TCI Friday

You’re supposed to drink 43 glasses of water a day, basically triple your body weight. If at all possible, this should be “spring” water, bottled at the source, and that source should be distant, possibly tinged with minerals, but certainly imbued with a magic that just doesn’t run from your kitchen tap. If you are not doing this, you’re letting yourself down. Water is the basis of all life on Earth. When you are not maximally hydrated, you are basically dying. Basically.

The truth is, all those numbers about how much liquid you need during a day are made up, likely by a water salesman (I would have said salesperson, but let’s be honest.). And like any myth that gains currency, it is just plausible enough. We tend to feel better when we’re hydrated vs. not. This feeling can be subtle. In fact, how the body manages water and electrolytes through storage, filtration, and purging is designed to maintain balance, even in variable conditions.

You should drink water, or whatever actually (even coffee), as you want. Obey your thirst. Be consistent, but don’t feel compelled to drown yourself to stay afloat. The point really is, drink the amount that makes you feel good, not the amount the water-industrial complex has decreed you must.

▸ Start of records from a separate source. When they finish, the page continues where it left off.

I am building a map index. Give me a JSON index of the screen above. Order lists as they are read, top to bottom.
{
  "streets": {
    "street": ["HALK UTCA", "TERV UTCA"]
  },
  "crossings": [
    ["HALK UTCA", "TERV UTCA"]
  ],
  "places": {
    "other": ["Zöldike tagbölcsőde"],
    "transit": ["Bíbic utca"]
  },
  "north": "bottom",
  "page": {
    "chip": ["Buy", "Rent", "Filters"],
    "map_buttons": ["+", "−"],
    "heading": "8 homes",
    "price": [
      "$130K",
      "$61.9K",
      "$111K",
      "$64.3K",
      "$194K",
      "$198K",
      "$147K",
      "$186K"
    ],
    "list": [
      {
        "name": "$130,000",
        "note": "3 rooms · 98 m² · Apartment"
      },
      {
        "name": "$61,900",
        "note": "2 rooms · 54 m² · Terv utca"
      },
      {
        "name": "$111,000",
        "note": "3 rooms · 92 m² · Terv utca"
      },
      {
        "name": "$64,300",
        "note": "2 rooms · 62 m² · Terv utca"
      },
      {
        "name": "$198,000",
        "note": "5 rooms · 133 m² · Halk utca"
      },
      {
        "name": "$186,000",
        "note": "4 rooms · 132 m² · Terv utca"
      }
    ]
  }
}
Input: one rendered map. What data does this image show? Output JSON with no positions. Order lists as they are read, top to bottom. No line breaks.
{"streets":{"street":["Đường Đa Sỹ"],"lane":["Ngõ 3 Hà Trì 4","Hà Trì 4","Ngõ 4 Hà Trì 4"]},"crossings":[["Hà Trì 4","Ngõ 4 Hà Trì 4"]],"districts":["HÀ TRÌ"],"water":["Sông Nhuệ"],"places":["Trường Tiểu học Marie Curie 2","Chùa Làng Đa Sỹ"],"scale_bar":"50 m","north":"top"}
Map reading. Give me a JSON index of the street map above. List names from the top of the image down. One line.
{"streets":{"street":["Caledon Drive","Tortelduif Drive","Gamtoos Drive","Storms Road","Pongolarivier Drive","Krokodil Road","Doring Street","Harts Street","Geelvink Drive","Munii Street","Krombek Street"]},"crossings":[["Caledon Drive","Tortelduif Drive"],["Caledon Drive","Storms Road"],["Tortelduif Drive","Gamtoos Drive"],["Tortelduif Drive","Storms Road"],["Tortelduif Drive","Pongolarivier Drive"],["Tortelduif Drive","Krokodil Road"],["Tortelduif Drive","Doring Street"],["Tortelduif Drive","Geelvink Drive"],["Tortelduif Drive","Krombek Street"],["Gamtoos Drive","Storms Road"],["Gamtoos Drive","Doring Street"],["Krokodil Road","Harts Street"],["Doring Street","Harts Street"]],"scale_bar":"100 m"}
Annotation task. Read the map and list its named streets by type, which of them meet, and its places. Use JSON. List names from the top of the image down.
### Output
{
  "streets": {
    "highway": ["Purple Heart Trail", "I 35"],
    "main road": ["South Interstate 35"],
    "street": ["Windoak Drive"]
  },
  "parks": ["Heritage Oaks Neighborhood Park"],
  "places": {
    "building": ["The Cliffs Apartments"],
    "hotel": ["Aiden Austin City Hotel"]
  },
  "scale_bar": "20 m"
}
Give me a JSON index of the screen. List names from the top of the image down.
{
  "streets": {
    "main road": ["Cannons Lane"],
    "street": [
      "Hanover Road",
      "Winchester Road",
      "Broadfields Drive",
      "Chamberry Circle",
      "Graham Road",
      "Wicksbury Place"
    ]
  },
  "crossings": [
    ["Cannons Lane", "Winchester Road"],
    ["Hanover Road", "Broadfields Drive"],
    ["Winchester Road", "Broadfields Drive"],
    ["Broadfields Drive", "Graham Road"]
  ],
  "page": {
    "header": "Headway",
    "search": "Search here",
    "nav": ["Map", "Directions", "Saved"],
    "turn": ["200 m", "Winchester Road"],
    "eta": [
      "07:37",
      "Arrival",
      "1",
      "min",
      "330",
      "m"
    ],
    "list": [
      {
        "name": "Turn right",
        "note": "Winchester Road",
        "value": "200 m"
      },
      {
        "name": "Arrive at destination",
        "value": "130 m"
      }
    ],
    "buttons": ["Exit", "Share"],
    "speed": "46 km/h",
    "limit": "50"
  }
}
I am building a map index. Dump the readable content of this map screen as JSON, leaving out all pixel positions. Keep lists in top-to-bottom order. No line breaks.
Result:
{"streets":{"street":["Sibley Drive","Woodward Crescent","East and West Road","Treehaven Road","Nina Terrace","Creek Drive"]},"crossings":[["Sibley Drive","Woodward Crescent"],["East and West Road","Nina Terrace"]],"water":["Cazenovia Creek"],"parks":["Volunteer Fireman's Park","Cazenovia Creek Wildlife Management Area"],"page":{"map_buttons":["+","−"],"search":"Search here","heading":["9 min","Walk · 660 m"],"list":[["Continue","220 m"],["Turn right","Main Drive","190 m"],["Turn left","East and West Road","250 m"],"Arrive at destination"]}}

The only caveat here is that once you start exercising, you actually do need to pay a little attention, particularly if it’s hot and/or humid, because you’ll be losing liquid and salt, calcium, magnesium, etc. faster than your body can reestablish that balance we were talking about a minute ago. As a heavy sweater, this has been a particular challenge for me, leading to some epic bonk/dehydration crises. I’ve had to devise some aggressive strategies to try to keep myself going in warm weather.

Any ride over an hour I can’t afford to run straight water in my bottles. I have to add electrolyte. Anything over 2 hours I bring along salt tabs. My body seems particularly anxious to drop salt, for whatever reason.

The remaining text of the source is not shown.